Transversus abdominis plane (TAP) block is a new technique of regional anesthesia, which reduces the pain derived from abdominal wall incisions,[1–3] decreases general anesthesia requirements,[4] and increases hemodynamic stability.[5,6] Previous reports have demonstrated that distribution and diffusion of local anesthetics in the plane of the transversus abdominis muscles vary by the location of block placement[7]; compared to the midaxillary line approach, the subcostal approach TAP block can provide more reliable analgesia of the abdominal area above the umbilicus.[8,9] But the time required for anterior and posterior distribution of local anesthetic block of the abdominal dermal regions is not yet clear. This study was designed to investigate the analgesia efficacy, by defined dermal zones, of ultrasound-guided subcostal TAP block using 0.25% levobupivacaine 0.5 mL/kg.

2 Methods

After obtaining approval from the Ethics Committee at The Second Affiliated Hospital of Wenzhou Medical University (IRB 2014-02) and written informed patient consent and registered in Chinese Clinical Trial Registry (ChiCTR-OOC-14005350 10/19/2014), a convenience sample of 20 patients was recruited for this study. Inclusion criteria were American Society of Anesthesiologists grade I or age 18 to 60 years and elective laparoscopic cholecystectomy with anticipated operation time less than 1 hour. Exclusion criteria were neuropsychiatric disease, substance addiction, and recent use of sedative or analgesic drugs. All TAP blocks were placed by a physician with 3 years’ nerve block experience. An observer who did not know the study, group assignment was responsible for assessment of the analgesic efficacy.

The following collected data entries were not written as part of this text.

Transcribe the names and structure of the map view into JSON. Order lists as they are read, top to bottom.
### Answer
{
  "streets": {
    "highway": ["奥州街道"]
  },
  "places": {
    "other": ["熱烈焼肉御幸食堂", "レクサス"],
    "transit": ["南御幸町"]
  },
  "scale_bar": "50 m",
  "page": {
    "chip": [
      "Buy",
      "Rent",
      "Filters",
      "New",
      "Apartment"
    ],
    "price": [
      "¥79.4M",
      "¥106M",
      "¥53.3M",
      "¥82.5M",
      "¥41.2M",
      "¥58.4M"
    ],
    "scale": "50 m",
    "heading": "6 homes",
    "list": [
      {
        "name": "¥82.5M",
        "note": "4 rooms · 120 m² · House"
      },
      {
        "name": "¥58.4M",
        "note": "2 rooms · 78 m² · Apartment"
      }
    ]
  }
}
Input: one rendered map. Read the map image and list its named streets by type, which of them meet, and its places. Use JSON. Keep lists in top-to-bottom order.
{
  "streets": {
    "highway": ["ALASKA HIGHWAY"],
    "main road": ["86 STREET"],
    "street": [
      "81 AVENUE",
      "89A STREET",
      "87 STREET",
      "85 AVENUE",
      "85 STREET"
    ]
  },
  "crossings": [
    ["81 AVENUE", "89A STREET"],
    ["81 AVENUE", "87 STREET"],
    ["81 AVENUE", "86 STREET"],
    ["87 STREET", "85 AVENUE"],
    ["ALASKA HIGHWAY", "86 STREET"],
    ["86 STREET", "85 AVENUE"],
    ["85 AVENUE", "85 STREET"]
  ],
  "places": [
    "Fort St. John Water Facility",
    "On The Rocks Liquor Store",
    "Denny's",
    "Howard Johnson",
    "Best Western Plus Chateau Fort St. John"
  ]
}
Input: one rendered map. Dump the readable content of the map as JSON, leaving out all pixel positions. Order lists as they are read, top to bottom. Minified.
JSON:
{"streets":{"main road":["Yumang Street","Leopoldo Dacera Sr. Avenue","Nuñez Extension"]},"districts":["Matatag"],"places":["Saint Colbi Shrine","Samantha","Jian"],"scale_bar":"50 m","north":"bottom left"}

Electrocardiogram, noninvasive blood pressure, and oxygen saturation were routinely monitored before TAP block. A 12-MHz high-frequency linear array probe (Sonosite, Bothell, WA) was positioned on the anterior abdominal wall immediately inferior to the costal margin. A 22-ga needle (Braun, Aschaffenburg, Germany) then was advanced to 2 to 3 cm lateral to the aponeurosis of the external oblique muscles, internal oblique muscles, and transversus abdominis in the TAP. Saline 0.5 mL was injected to determine the position of the transverse fascia, followed by 0.25% levobupivacaine 0.5 mL/kg TAP block in the left side. One hour after the completion of the TAP block, general anesthesia was induced with propofol 2.5 mg/kg, sufentanil 0.25 μg/kg, and rocuronium 0.8 mg/kg followed by endotracheal intubation. Anesthesia was maintained with propofol and remifentanil. Local anesthesia with 0.375% ropivacaine was injected by the surgeon at each laparoscopic puncture site (umbilicus 2 mL and subxiphoid 0.5 mL) and in the incision at right costal margin (0.5 mL) after surgery.

Sensory assessment was undertaken using 75% ethyl alcohol swab and pinprick at 10, 20, 30 minutes, 1, 3, and 12 hours after TAP block completion at specific dermal zones that were divided by anatomic landmark lines on the abdomen, the back, and the thigh. Effective analgesic efficacy was defined as loss of cold temperature sensation to alcohol swab or loss of pinprick pain sensation compared with the nonblocked area.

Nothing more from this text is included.